Les charpentiers et les maçons

Les charpentiers et les maçons, deux communautés placées de tout temps sous l’autorité de la police de Paris.

 

Curieux métiers que ceux des charpentiers et des maçons. Si nombreux ! Si importants dans leurs rôles dans la ville ! Et une place à part dans le système corporatif parisien. 

Au XIIIe siècle, ils sont soumis à la juridiction pour les premiers du charpentier royal, pour les seconds au maître maçon du roi. Ces deux représentants de l’autorité royale détiendront les clef et le fonctionnement de ces deux communautés. 

 

Le rôle prédominant et suzerain du charpentier royal et du maître maçon du roi

Les charpentiers furent réglementés par des textes édifiés en 1454 et en 1649. De leurs côtés, les maçons conservèrent les statuts consolidés dans le Livre des Métiers d’Etienne Boileau. 

Dans ce document, le charpentier royal apparaît comme le seigneur féodal des ouvriers. Il dirigeait différentes catégories de travailleurs : charpentiers grossiers, huchers menuisiers, huissiers de porte, tonneliers, charrons, charretiers, couvreurs, cochetiers, tourneurs, lambrisseurs…

Progressivement, certains se sont séparés de son contrôle : les couvreurs eurent leurs statuts en 1327, les huchers et huissiers en 1371, les tourneurs en 1467, les charrons, cochetiers et charretiers en 1498. Aussi, seuls les charpentiers grossiers restaient le cœur de la communauté.
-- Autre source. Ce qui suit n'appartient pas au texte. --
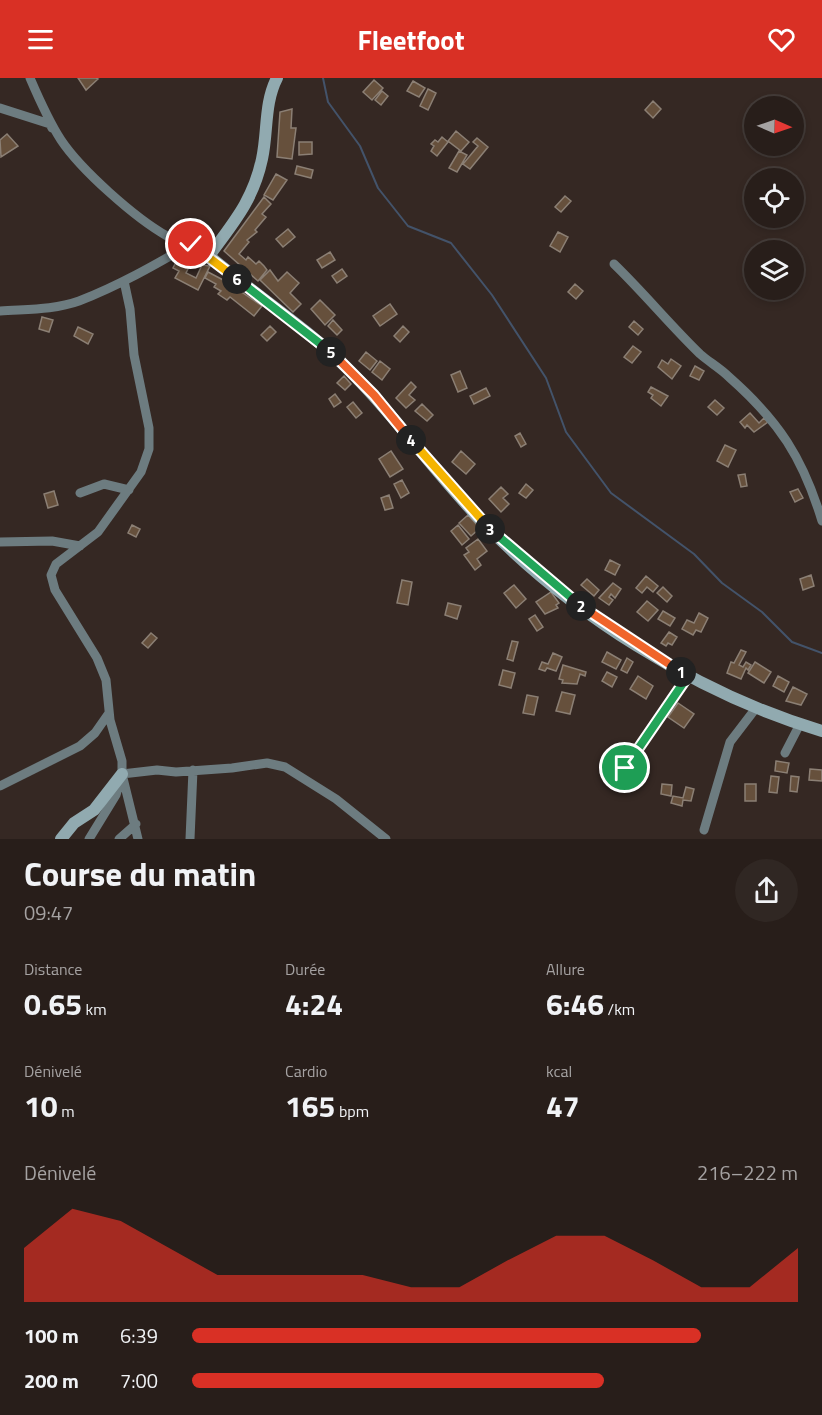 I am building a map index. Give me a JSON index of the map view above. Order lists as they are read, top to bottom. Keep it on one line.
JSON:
{"north":"right","page":{"header":"Fleetfoot","pins":["6","5","4","3","2","1"],"heading":["Course du matin","09:47"],"stats":[["Distance","0.65 km"],["Durée","4:24"],["Allure","6:46 /km"],["Dénivelé","10 m"],["Cardio","165 bpm"],["kcal","47"]],"chart":["Dénivelé","216–222 m"],"list":[{"name":"100 m","note":"6:39"},{"name":"200 m","note":"7:00"}]}}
De son côté, au XIIIe siècle, le maître maçon commandait aux destinées des maçons, tailleurs de pierre, mortelliers et plâtriers. Cependant, toute la communauté des maçons resta unie au cours des siècles.

 

René de Lespinasse, historien des métiers parisiens, attribue cette situation particulière au nombre très important d’ouvriers qui œuvraient dans la ville et qui auraient largement dépassés les possibilité de contrôle par les maîtres classiques. La police était donc nécessaire pour suivre leur activité. Aussi, ce fut les sentences de police qui déterminaient durée de la journée, niveau des salaires, nomination et suppression des offices des jurés. A chaque fois, ces textes s’appliquent pour les charpentiers et les maçons. 

 

Evolution du contrôle des charpentiers et des maçons aux cours des siècles

Chaque métier, maçons et charpentiers, disposait de 6 jurés. Ceux-ci étaient élus à vie. En 1405, Charles VI rappelle l’interdiction de céder la charge de jurés, tout en indiquant que suite à la mort de l’un d’entre eux, il revenait au prévôt de Paris de proposer plusieurs candidats. 

Pour devenir maître, un apprentissage de 4 ans était requis. Un juré pouvait former deux apprentis, tandis que les autres maîtres étaient limités à un seul. En revanche, aucune limite dans le nombre de valets avait été définie.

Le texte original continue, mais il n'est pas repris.